Back in the good old days, when everyone was looking for an aggressive rating agency, Fitch arrived on the international scene, guns blazing. After the "lost decade" of the eighties, it was Fitch that first upgraded the sovereign debt of a number of Latin countries much to the derision of their more established counterparts, and the game began again. What a difference 20 years makes.
Just when the rose-colored glasses mob was making all sorts of cooing noises, Fitch downgraded Spain today sending our stock market into a 100+ point dive and wacking the Euro right upside the head. Right in front of a three day weekend to boot. One has to admire those guys' sense of humor.
Somewhere along this road folks are going to realize that the Emperor has no clothes and the Emperor is not Spain but the entire Euroland mob of financial leaders and prime ministers who have been not only whistling past the graveyard but doing all within their power to insure that what ails the patient will in fact, kill him.
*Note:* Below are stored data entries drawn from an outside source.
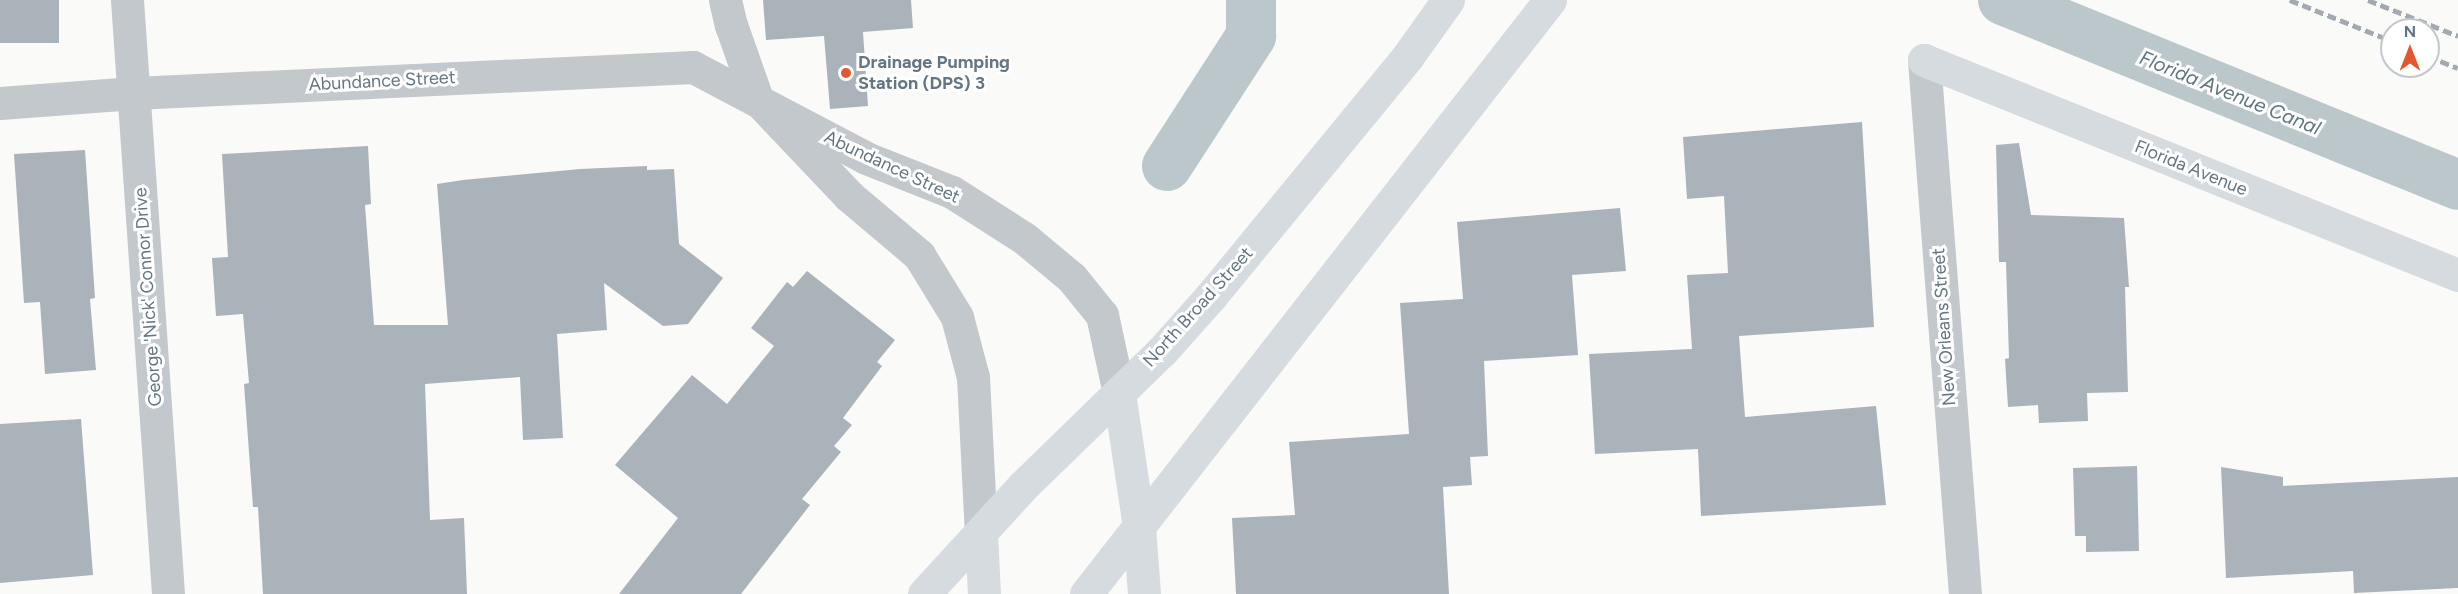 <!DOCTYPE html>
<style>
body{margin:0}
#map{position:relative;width:2458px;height:594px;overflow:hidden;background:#fafaf8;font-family:Figtree,sans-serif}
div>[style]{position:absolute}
.canal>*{height:50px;margin:-25px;padding:0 25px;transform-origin:25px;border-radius:25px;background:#bbc7cb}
.building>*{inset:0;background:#aab3b9;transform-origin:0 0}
.street>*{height:33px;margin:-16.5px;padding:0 16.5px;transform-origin:16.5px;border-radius:16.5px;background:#c3c8cc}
.secondary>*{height:33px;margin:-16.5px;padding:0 16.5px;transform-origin:16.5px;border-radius:16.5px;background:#d6dbdf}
.primary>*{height:33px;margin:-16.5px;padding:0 16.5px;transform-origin:16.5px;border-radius:16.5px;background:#d6dbdf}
.rail>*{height:4.5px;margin-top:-2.25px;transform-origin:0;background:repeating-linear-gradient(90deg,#a2aab0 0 9px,transparent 0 13.5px)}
.dots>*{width:16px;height:16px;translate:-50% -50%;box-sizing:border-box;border:3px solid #fff;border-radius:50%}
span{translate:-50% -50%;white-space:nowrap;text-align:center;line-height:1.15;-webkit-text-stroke:6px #fff;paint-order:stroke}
.poi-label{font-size:18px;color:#657683;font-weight:700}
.left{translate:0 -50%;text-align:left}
.street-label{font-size:18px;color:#657683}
.water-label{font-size:20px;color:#60757c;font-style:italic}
.north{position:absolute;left:2380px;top:18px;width:60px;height:60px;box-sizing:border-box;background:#fff;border:2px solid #c1c8cd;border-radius:50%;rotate:0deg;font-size:16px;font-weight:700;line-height:24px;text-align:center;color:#657683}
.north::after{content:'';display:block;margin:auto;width:21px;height:27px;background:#e4572e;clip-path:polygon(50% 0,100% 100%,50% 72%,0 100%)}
</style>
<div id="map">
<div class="canal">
<i style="left:2003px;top:0;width:491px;rotate:22.1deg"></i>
<i style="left:1167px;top:166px;width:155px;rotate:-57.1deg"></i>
<i style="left:1251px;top:36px;width:36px;rotate:-90deg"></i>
</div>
<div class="building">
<i style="left:0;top:0;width:59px;height:43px"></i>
<i style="clip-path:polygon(763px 0,911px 0,913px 28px,863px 32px,868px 106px,830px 109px,824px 36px,766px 40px)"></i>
<i style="clip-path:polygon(1862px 122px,1874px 327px,1739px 336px,1745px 417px,1876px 406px,1886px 505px,1701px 516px,1698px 449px,1595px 454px,1589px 354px,1692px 349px,1687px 275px,1728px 273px,1724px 196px,1687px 199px,1683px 137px)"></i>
<i style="clip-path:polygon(2019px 143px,2031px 215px,2124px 218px,2129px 287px,2125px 287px,2128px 392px,2087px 393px,2088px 421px,2039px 423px,2038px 405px,2008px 407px,2005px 359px,2009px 358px,2006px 262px,1999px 262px,1996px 145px)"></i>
<i style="clip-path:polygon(368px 146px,371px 204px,365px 205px,374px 325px,448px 325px,437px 184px,463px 180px,580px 169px,647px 166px,647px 170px,674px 169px,679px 244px,723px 278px,688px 324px,663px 326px,604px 283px,607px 330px,557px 334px,563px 438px,523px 440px,520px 377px,425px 384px,430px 520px,464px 518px,467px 594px,263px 594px,258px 507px,253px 507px,244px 384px,249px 383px,243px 314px,216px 316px,212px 258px,228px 257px,222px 154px)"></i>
<i style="clip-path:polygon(85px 150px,95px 298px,90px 299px,96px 370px,45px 374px,40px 302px,24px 303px,14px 154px)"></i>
<i style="clip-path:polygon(1620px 208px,1626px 271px,1572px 275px,1578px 355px,1484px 361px,1488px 456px,1470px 457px,1472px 485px,1443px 487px,1449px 594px,1236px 594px,1232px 518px,1295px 515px,1289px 442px,1409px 434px,1400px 303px,1463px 299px,1457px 222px)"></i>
<i style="clip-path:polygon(807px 271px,895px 340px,877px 362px,882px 366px,843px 418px,852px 425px,834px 446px,841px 452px,802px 499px,810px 505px,741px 594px,619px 594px,678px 518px,615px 465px,692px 375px,727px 404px,774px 346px,751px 328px,787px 282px,793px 287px)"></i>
<i style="clip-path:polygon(81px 419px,93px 575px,0 583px,0 424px)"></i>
<i style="clip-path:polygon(2137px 466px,2139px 551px,2086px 552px,2086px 536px,2075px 536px,2073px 468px)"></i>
<i style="clip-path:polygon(2221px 467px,2283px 477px,2283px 486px,2458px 477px,2458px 588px,2354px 593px,2353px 571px,2226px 578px)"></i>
</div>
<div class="street">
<i style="left:127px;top:0;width:595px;rotate:86.05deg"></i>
<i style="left:725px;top:0;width:26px;rotate:77deg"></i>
<i style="left:731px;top:25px;width:78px;rotate:70.6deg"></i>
<i style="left:757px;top:99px;width:134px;rotate:46.5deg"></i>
<i style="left:849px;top:196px;width:92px;rotate:40.1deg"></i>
<i style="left:919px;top:255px;width:73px;rotate:58.5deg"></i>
<i style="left:957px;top:317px;width:62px;rotate:75.1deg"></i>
<i style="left:973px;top:377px;width:156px;rotate:87.1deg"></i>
<i style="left:1924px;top:60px;width:536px;rotate:85.61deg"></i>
<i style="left:0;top:103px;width:134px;rotate:-4.3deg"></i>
<i style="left:134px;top:93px;width:560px;rotate:-2.66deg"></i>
<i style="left:693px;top:67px;width:195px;rotate:27.7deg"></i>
<i style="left:866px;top:158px;width:92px;rotate:21.6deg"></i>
<i style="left:952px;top:192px;width:85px;rotate:32.6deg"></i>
<i style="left:1024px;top:238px;width:62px;rotate:39.8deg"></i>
<i style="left:1072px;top:278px;width:48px;rotate:51deg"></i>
<i style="left:1102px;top:315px;width:80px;rotate:77.7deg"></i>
</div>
<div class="secondary">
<i style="left:1924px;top:60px;width:576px;rotate:21.93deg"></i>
<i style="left:1119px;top:393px;width:135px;rotate:81.5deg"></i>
<i style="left:1139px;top:527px;width:67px;rotate:85.7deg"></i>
<i style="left:981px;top:533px;width:61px;rotate:87.2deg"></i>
</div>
<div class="primary">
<i style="left:924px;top:594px;width:147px;rotate:-47.5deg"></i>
<i style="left:1023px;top:486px;width:194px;rotate:-44.2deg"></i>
<i style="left:1162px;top:351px;width:74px;rotate:-48.3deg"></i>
<i style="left:1211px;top:296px;width:310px;rotate:-50.6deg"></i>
<i style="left:1408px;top:56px;width:69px;rotate:-54.5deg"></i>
<i style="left:1086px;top:594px;width:754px;rotate:-52.01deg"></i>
</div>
<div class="rail">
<i style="left:2290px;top:0;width:110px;rotate:21.9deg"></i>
<i style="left:2368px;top:0;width:97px;rotate:21.8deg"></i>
<i style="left:2428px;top:56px;width:32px;rotate:22deg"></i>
</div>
<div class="dots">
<i style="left:846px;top:73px;background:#e4572e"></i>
</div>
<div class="poi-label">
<span class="left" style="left:858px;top:73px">Drainage Pumping<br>Station (DPS) 3</span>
</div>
<div class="street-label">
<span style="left:382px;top:81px;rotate:-3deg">Abundance Street</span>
<span style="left:892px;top:167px;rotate:25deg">Abundance Street</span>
<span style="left:2191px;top:168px;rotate:22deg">Florida Avenue</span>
<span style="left:148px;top:297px;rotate:-94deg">George 'Nick' Connor Drive</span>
<span style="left:1198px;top:307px;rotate:-48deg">North Broad Street</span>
<span style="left:1944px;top:327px;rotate:-94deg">New Orleans Street</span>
</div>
<div class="water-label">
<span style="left:2230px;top:93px;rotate:22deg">Florida Avenue Canal</span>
</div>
<div class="north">N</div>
</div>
Greece was seen as a threat to the Euro which needed to be fixed. Fair enough. But the cobbling together of a near-E1 billion package for Greece and anybody else that needed a touch of help was immediately recognized by the market as being unintelligent, insufficient and naive in its underlying tenant that Greece could somehow recover from a 50% increase in its national debt as a percentage of its GDP in the three years allotted. The Greeks to their credit did and said all the right things including threatening to sue Goldman Sachs (what the hell, everybody else is) which is right up there with,"you can't put me in jail, Judge, for murdering my parents...I'm an orphan! Down went the Euro, down went Portugal and Spain and with a brief respite of some ok bond offerings, enter Fitch, stage right. I would of course be asking Fitch where the hell were they BEFORE the bonds were sold but that's a tale for another time.
The most comic thing in this entire farce is all the Euros demanding that we must all act like Germans; the bullet, swallow the bitter pill, pull in our belts, etc., etc. Like that has a snowball's chance in hell of happening. Might not even happen for the Germans as Fritz has no clue at this stage how big a piece of this cooked-up sausage he has to give up for his southern neighbors. When the number becomes real, a big resounding "Nein" might echo around Deutschland. And then, dear reader, what do you think happens to the Euro? The plan to save the thing may well prove to be its destroyer.